Task details:
For every line in the entries that contains "canvas", show the whole line.

Entries supplied:
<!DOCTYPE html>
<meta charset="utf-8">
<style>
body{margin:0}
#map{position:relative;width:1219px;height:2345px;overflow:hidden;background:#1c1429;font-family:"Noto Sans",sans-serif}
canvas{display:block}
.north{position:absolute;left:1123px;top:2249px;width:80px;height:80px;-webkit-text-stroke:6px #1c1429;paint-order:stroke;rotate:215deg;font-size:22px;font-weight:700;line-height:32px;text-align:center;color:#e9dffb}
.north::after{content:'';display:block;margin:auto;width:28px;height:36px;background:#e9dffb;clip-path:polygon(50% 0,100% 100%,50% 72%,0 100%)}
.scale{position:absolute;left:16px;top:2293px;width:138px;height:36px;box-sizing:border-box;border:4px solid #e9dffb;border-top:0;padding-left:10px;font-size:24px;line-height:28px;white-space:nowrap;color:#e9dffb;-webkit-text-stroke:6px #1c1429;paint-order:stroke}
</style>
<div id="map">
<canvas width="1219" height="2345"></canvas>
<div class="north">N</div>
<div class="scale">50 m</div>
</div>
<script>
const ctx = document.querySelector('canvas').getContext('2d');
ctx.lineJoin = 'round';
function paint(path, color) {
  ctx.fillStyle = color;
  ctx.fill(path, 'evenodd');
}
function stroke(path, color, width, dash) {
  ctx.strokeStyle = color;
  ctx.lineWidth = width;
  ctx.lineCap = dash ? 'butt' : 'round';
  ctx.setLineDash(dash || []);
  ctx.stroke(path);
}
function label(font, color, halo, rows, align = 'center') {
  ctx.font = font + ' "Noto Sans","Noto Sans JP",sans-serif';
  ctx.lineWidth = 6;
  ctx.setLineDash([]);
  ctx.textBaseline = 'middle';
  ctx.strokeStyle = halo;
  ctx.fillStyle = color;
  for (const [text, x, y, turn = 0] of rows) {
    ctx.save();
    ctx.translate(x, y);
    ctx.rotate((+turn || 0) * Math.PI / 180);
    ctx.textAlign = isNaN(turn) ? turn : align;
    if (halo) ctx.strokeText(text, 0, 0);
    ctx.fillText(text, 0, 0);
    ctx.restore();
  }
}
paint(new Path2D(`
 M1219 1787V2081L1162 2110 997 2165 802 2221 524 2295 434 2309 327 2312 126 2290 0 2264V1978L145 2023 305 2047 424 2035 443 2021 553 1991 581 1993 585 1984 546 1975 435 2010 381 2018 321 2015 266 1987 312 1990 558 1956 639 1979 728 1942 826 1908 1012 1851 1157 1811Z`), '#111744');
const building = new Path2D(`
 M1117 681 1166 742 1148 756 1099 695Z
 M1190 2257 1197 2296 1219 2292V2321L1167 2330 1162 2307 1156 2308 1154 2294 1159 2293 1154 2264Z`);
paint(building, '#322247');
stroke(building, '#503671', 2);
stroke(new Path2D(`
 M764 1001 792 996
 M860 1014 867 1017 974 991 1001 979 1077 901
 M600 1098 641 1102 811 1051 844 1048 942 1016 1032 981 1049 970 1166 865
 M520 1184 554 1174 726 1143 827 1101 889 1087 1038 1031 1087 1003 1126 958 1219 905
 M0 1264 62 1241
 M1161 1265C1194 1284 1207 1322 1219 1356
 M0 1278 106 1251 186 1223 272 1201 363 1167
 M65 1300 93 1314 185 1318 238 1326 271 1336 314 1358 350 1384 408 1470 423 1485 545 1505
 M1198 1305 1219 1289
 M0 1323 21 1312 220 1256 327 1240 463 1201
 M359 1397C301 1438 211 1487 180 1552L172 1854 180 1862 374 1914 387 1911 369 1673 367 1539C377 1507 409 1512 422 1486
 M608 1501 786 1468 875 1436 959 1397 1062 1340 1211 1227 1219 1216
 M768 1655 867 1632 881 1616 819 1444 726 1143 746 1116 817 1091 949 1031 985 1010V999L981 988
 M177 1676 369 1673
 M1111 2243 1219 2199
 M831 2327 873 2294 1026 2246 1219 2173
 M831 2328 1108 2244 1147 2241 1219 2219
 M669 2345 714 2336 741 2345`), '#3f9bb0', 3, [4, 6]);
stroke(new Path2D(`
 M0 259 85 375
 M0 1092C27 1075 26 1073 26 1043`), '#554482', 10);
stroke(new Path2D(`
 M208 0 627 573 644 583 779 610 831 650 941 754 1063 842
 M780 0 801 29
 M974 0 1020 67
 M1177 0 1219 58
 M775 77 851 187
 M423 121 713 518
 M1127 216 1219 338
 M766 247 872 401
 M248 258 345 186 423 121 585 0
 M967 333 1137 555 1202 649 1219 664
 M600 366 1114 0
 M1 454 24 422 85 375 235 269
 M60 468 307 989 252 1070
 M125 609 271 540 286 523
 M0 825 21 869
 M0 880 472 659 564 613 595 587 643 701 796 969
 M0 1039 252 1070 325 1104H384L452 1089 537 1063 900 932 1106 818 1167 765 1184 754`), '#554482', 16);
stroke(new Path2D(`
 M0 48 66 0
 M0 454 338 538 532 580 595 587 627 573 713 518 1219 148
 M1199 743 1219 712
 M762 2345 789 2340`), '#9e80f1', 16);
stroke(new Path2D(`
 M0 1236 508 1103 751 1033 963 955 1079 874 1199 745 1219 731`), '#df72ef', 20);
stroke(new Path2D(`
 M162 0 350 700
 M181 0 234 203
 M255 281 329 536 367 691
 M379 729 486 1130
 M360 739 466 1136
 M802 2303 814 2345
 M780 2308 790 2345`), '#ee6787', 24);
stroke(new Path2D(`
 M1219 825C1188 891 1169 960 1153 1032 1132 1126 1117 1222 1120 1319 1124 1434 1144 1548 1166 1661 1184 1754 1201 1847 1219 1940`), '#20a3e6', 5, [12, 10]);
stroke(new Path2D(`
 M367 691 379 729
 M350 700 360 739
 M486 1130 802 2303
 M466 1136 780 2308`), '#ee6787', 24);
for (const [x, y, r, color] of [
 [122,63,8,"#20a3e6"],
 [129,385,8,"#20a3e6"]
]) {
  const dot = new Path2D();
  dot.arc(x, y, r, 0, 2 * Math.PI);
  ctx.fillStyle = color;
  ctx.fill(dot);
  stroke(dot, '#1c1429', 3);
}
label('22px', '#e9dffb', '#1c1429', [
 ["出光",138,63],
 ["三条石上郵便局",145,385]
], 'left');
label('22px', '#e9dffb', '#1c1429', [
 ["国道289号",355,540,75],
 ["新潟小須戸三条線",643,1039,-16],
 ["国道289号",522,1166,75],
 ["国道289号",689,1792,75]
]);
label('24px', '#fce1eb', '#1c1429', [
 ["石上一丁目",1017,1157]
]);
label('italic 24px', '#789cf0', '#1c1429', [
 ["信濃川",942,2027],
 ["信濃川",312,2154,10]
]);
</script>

Task result:
canvas{display:block}
<canvas width="1219" height="2345"></canvas>
const ctx = document.querySelector('canvas').getContext('2d');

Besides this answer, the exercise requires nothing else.